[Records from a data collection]
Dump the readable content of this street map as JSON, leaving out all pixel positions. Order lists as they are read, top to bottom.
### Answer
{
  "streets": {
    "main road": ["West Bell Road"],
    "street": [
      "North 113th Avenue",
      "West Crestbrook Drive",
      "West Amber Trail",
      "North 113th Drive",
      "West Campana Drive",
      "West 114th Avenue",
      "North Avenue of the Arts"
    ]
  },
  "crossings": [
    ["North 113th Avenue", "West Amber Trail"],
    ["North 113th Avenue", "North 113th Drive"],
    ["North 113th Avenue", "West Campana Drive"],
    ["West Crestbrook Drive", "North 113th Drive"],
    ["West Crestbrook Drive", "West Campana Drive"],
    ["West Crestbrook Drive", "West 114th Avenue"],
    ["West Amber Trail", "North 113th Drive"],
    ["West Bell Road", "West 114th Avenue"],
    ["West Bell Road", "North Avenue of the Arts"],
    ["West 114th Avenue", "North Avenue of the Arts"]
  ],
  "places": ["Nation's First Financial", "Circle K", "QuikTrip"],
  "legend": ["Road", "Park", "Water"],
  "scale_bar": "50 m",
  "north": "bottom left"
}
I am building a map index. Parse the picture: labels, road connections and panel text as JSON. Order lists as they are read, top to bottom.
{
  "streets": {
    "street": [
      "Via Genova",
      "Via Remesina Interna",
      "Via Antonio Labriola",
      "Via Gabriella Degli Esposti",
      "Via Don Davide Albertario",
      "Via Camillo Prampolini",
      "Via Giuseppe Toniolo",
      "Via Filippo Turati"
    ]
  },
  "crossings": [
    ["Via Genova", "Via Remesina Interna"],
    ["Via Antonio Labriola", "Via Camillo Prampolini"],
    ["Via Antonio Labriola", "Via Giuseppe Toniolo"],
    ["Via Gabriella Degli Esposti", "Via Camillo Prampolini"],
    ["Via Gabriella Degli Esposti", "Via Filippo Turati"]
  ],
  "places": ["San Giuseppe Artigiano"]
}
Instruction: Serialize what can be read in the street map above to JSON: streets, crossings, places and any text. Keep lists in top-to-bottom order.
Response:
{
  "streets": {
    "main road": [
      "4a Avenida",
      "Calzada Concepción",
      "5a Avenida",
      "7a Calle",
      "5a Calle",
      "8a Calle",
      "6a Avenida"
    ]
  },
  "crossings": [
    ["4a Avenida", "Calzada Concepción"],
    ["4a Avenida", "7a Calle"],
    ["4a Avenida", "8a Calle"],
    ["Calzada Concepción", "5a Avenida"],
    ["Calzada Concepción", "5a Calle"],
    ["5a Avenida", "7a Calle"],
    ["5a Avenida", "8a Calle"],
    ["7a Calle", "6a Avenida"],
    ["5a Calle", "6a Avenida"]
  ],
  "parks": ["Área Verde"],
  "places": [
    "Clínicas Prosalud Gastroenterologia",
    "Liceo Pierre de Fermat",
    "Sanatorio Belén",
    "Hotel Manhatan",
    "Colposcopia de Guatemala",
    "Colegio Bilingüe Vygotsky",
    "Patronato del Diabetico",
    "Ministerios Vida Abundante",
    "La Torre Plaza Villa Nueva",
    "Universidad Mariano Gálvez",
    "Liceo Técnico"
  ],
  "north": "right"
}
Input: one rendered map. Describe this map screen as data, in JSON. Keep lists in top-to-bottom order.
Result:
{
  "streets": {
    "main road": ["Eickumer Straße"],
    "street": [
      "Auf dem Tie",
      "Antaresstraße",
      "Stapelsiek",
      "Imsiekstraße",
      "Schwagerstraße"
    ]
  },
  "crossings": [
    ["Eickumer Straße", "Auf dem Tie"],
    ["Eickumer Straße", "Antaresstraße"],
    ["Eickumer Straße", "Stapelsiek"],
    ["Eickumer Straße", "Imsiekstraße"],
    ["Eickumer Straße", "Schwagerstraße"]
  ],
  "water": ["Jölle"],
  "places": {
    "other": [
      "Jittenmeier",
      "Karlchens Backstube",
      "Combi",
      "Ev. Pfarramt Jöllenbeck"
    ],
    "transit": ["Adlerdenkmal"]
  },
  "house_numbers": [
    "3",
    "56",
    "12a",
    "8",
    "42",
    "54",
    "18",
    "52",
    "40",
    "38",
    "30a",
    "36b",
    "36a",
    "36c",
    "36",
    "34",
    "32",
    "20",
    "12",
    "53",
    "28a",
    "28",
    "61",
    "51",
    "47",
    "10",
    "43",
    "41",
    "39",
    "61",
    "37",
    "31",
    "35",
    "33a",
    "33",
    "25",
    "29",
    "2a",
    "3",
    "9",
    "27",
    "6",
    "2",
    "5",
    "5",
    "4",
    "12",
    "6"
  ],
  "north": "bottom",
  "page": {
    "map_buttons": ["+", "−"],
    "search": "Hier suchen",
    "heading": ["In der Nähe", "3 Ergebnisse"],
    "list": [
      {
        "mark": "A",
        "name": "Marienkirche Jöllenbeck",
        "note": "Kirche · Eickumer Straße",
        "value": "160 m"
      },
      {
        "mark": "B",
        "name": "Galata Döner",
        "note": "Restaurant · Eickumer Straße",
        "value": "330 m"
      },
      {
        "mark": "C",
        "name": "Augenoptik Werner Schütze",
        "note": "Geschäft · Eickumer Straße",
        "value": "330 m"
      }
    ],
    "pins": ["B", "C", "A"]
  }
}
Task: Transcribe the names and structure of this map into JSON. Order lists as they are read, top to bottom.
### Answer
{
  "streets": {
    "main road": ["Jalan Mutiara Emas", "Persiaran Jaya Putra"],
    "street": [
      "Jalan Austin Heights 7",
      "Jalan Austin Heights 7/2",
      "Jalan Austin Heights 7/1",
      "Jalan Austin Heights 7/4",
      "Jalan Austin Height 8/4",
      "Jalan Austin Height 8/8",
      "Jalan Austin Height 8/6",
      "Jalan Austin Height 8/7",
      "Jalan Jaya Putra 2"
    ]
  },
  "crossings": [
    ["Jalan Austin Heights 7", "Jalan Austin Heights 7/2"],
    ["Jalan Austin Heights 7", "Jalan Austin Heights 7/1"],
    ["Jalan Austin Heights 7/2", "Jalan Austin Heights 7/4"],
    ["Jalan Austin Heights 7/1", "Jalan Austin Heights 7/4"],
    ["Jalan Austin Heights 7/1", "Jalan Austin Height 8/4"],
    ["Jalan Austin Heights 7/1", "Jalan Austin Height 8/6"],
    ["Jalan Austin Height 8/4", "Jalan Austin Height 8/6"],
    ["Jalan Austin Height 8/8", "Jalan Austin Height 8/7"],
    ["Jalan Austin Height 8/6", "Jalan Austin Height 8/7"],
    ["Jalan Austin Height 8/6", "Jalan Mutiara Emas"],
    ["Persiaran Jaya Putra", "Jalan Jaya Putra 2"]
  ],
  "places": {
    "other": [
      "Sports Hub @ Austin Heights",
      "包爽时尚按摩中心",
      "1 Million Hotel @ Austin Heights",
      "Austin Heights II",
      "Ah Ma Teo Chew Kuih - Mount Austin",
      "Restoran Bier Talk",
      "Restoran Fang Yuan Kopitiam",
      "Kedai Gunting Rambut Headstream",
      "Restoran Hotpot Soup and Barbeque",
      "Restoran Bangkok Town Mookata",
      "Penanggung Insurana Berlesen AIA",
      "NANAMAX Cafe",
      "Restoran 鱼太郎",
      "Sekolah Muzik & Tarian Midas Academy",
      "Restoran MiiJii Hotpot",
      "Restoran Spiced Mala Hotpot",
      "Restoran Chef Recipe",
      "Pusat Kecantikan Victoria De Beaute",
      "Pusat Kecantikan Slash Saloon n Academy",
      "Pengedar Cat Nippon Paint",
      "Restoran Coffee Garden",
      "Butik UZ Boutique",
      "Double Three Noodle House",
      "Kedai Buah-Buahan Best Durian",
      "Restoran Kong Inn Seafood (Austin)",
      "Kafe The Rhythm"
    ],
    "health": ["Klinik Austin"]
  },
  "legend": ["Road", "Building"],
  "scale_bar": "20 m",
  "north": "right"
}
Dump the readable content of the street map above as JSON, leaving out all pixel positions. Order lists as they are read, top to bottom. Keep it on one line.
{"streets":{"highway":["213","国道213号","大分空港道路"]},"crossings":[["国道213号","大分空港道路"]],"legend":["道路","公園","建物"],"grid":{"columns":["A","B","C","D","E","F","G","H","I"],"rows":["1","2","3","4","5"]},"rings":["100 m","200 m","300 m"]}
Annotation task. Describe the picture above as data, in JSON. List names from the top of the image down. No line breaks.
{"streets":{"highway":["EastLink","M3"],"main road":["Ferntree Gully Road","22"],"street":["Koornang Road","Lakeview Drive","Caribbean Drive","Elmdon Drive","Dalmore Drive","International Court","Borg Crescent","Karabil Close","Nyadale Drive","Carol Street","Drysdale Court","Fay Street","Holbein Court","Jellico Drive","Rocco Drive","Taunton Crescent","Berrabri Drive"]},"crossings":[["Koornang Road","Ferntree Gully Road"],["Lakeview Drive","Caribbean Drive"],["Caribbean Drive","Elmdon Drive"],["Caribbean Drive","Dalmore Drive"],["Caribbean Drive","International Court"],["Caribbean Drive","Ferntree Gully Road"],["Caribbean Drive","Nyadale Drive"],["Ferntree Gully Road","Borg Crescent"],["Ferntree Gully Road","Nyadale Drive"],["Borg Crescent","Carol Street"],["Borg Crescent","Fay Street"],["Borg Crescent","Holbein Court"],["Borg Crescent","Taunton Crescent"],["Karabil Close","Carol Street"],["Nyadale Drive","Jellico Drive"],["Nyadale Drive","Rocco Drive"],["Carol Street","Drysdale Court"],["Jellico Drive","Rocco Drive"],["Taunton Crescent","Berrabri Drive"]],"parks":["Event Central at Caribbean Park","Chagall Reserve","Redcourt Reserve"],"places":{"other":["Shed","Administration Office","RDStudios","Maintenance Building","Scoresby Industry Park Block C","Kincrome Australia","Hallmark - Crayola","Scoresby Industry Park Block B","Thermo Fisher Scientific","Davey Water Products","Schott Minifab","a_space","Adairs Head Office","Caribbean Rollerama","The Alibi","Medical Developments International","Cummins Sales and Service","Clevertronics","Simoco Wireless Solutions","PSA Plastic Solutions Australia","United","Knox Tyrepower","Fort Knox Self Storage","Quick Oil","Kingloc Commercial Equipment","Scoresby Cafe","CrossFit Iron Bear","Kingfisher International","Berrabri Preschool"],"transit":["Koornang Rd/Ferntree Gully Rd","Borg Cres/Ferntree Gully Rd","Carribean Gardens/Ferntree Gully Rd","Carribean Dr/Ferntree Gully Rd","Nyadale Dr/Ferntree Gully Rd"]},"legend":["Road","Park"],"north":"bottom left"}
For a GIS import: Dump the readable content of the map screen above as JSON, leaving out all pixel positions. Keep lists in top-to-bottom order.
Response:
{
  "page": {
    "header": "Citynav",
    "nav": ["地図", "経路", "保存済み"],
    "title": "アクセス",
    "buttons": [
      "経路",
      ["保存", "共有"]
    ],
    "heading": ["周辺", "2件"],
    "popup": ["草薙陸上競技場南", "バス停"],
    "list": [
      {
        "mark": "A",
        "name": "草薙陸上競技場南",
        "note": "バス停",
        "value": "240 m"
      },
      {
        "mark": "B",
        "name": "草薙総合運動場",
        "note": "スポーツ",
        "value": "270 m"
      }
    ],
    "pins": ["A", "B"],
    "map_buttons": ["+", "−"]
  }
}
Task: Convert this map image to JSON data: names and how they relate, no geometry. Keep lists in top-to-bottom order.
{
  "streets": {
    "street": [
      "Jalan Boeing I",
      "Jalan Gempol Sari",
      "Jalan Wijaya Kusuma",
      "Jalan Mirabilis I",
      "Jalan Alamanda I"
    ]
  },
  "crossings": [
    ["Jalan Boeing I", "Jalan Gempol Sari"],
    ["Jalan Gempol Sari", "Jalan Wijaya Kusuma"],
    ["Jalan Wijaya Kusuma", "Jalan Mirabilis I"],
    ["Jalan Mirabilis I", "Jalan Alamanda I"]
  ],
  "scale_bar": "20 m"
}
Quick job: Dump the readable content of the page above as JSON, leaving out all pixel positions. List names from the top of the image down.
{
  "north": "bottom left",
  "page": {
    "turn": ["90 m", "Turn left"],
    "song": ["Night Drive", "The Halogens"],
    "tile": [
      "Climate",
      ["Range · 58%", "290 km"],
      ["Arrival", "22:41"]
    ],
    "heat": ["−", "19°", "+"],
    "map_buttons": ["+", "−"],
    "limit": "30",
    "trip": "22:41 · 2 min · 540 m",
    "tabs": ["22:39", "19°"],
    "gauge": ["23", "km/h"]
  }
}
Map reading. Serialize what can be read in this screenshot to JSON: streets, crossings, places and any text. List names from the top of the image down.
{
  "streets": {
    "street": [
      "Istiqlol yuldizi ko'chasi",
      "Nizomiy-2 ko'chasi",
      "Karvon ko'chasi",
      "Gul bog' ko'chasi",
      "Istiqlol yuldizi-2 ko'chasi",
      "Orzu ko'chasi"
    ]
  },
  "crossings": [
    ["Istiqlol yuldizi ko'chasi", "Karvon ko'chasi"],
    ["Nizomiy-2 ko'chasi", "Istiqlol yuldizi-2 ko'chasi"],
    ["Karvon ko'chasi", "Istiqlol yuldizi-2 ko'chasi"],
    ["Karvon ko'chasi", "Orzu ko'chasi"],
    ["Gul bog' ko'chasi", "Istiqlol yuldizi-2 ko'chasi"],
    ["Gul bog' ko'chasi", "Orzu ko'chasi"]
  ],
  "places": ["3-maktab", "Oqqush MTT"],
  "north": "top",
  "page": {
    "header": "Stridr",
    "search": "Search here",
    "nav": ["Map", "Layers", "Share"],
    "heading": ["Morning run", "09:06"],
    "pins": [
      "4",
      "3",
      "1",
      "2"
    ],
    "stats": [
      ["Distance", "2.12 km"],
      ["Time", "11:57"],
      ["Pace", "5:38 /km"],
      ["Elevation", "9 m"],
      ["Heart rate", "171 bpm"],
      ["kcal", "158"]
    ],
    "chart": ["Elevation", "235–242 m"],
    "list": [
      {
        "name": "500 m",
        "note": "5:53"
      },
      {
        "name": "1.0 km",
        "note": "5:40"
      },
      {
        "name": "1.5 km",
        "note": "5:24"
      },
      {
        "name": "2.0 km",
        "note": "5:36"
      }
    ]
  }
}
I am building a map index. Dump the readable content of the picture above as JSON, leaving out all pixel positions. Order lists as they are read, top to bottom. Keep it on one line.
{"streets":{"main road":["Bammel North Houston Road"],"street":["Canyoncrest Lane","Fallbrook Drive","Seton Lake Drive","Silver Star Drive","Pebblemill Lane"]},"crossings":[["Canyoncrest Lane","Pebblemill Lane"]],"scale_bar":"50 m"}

• _REQUIRED ACTION_
Using the data above, repeat exactly the lines that begin at the line with "Instruction: Serialize what" and end at the line with "Input: one rendered", both ends included.

• _RESULT BELOW_
Instruction: Serialize what can be read in the street map above to JSON: streets, crossings, places and any text. Keep lists in top-to-bottom order.
Response:
{
  "streets": {
    "main road": [
      "4a Avenida",
      "Calzada Concepción",
      "5a Avenida",
      "7a Calle",
      "5a Calle",
      "8a Calle",
      "6a Avenida"
    ]
  },
  "crossings": [
    ["4a Avenida", "Calzada Concepción"],
    ["4a Avenida", "7a Calle"],
    ["4a Avenida", "8a Calle"],
    ["Calzada Concepción", "5a Avenida"],
    ["Calzada Concepción", "5a Calle"],
    ["5a Avenida", "7a Calle"],
    ["5a Avenida", "8a Calle"],
    ["7a Calle", "6a Avenida"],
    ["5a Calle", "6a Avenida"]
  ],
  "parks": ["Área Verde"],
  "places": [
    "Clínicas Prosalud Gastroenterologia",
    "Liceo Pierre de Fermat",
    "Sanatorio Belén",
    "Hotel Manhatan",
    "Colposcopia de Guatemala",
    "Colegio Bilingüe Vygotsky",
    "Patronato del Diabetico",
    "Ministerios Vida Abundante",
    "La Torre Plaza Villa Nueva",
    "Universidad Mariano Gálvez",
    "Liceo Técnico"
  ],
  "north": "right"
}
Input: one rendered map. Describe this map screen as data, in JSON. Keep lists in top-to-bottom order.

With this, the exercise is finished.